What is needed: State the number of lines in these records that include the word "Math", and add nothing to it.

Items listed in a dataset
[Start of Attachment]
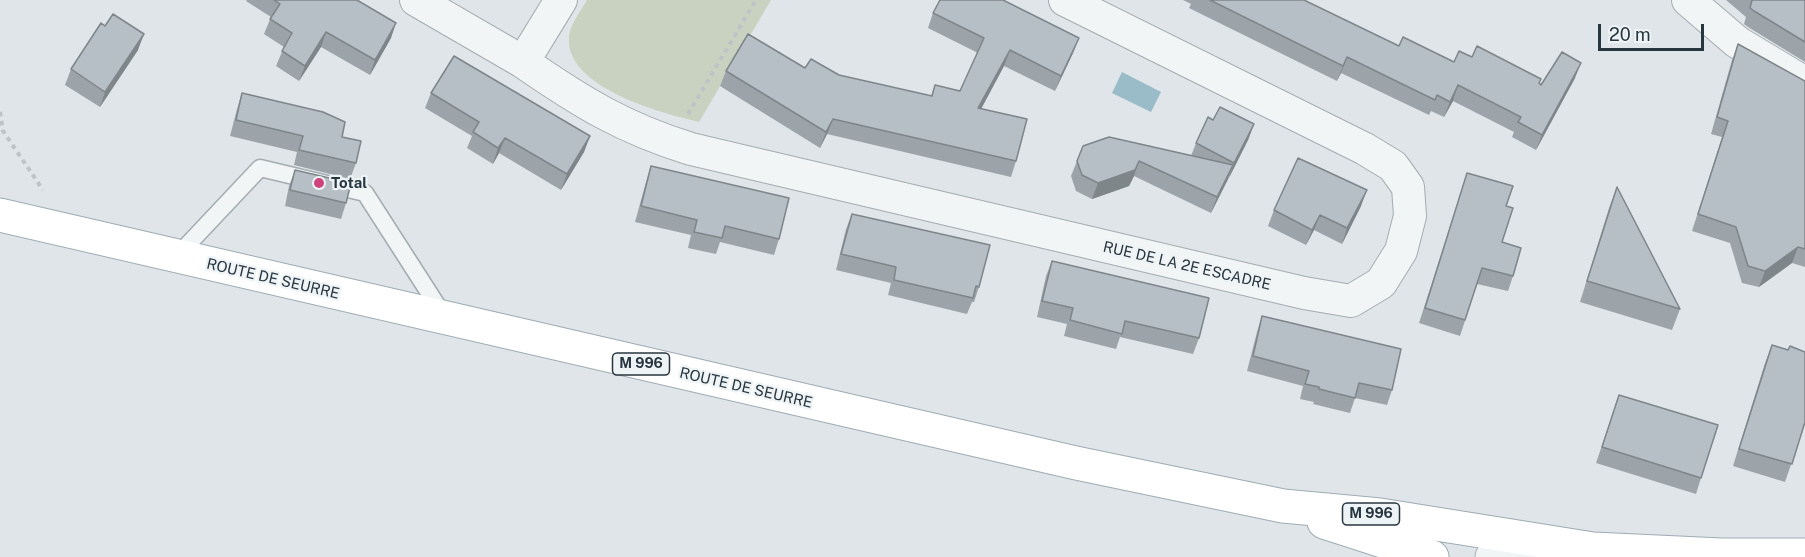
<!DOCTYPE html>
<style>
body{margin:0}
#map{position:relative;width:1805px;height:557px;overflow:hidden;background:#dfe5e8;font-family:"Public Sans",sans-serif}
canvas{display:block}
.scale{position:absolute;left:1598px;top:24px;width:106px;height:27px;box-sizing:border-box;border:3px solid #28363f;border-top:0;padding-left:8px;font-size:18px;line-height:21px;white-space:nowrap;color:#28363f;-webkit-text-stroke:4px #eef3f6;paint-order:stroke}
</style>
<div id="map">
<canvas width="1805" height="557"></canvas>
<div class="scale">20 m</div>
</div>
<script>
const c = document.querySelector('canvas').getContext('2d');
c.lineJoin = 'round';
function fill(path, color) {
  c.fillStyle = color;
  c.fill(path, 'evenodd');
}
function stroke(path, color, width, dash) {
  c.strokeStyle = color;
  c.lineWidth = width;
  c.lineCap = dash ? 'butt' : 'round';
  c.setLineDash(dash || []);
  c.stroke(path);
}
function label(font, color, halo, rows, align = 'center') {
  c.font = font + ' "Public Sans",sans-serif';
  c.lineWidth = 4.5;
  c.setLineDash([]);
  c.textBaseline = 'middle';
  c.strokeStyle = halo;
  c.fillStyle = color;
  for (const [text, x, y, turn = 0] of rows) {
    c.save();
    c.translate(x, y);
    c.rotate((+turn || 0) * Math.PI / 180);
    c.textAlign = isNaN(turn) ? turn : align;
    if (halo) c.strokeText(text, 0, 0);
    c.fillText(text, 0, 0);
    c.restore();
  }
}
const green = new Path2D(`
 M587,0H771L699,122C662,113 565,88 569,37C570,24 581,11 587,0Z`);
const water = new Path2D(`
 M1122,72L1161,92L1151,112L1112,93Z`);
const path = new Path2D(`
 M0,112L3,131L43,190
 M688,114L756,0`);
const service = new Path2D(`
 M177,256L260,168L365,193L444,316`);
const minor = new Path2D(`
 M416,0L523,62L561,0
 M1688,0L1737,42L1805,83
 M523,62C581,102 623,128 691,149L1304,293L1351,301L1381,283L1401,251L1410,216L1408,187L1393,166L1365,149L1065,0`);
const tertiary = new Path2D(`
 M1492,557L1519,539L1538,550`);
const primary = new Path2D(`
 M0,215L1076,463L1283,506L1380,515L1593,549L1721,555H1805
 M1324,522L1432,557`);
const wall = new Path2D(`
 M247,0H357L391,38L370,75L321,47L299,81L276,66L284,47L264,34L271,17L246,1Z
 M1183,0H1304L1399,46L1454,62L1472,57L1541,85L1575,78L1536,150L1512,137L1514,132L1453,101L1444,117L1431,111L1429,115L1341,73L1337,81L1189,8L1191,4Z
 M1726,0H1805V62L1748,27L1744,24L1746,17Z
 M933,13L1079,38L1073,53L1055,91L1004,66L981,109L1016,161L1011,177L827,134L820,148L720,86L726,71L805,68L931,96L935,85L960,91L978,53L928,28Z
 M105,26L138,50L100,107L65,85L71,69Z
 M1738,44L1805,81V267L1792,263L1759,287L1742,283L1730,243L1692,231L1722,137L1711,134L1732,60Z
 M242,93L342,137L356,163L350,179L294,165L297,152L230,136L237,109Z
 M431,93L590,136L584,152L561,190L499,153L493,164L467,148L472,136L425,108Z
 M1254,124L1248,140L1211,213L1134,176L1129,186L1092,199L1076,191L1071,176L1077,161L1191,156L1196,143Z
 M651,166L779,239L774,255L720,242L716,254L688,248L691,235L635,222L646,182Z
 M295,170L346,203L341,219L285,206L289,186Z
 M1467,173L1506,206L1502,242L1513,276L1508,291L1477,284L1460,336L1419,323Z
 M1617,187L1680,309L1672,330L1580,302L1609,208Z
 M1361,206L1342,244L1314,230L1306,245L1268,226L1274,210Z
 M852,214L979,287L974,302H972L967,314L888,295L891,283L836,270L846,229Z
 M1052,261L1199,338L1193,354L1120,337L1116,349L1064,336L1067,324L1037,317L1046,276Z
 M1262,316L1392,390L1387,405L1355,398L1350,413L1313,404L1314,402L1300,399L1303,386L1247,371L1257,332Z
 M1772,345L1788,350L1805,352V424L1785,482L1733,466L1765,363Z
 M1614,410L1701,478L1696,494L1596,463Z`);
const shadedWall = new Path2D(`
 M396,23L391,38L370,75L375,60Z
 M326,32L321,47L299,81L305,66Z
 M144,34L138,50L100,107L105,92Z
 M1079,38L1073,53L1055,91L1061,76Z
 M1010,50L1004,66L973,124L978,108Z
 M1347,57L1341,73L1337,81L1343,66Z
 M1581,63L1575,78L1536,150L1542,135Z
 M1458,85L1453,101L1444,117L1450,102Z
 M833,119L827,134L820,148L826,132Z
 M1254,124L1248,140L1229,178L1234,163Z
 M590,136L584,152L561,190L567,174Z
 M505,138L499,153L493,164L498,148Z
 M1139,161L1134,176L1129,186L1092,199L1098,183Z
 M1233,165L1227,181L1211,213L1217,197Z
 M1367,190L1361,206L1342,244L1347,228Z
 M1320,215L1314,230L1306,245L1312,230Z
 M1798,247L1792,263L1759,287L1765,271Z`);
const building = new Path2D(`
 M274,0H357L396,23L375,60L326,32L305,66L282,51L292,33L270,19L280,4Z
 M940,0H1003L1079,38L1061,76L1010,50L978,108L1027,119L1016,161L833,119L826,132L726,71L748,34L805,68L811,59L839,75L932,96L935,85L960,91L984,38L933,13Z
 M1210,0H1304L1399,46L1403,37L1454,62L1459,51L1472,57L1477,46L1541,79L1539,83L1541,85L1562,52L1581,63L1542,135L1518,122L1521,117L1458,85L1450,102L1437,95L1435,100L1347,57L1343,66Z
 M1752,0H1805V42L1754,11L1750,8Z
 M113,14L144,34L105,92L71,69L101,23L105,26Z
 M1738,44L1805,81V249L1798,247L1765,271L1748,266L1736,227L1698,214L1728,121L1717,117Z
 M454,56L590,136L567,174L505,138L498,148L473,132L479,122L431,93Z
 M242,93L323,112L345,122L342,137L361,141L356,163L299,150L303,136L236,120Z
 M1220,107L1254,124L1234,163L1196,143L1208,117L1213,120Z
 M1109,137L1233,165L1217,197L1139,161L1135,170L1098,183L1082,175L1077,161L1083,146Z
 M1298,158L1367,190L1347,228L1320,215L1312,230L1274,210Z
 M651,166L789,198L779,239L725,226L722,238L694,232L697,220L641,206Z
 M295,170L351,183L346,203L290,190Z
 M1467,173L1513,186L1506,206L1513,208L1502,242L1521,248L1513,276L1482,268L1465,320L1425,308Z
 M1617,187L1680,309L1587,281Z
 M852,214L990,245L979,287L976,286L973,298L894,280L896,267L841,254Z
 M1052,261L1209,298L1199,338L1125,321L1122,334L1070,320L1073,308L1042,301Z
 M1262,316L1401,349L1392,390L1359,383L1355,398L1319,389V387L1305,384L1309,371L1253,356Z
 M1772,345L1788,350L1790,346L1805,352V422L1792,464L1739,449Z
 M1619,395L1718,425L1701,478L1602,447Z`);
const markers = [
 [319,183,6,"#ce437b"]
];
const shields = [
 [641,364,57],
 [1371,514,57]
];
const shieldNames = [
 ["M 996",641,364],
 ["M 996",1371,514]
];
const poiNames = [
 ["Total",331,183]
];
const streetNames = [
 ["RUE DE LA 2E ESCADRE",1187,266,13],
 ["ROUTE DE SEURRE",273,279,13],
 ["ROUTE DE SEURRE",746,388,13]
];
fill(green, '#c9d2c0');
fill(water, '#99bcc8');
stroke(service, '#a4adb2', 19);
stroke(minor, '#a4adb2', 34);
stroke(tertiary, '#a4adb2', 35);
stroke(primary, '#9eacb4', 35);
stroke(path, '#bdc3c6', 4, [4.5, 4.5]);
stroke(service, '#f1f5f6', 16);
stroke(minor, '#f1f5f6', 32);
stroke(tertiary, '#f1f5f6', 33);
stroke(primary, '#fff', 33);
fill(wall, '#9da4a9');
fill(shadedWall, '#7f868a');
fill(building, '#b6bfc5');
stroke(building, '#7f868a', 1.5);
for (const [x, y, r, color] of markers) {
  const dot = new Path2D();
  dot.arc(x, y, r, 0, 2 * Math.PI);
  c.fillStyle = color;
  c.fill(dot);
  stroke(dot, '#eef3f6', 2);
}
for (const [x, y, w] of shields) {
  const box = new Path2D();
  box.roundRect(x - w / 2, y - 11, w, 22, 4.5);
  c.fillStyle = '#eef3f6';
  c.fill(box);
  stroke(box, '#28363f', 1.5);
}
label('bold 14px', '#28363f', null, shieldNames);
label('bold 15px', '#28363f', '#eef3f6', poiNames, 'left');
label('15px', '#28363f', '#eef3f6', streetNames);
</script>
[End of Attachment]
The completed task: 2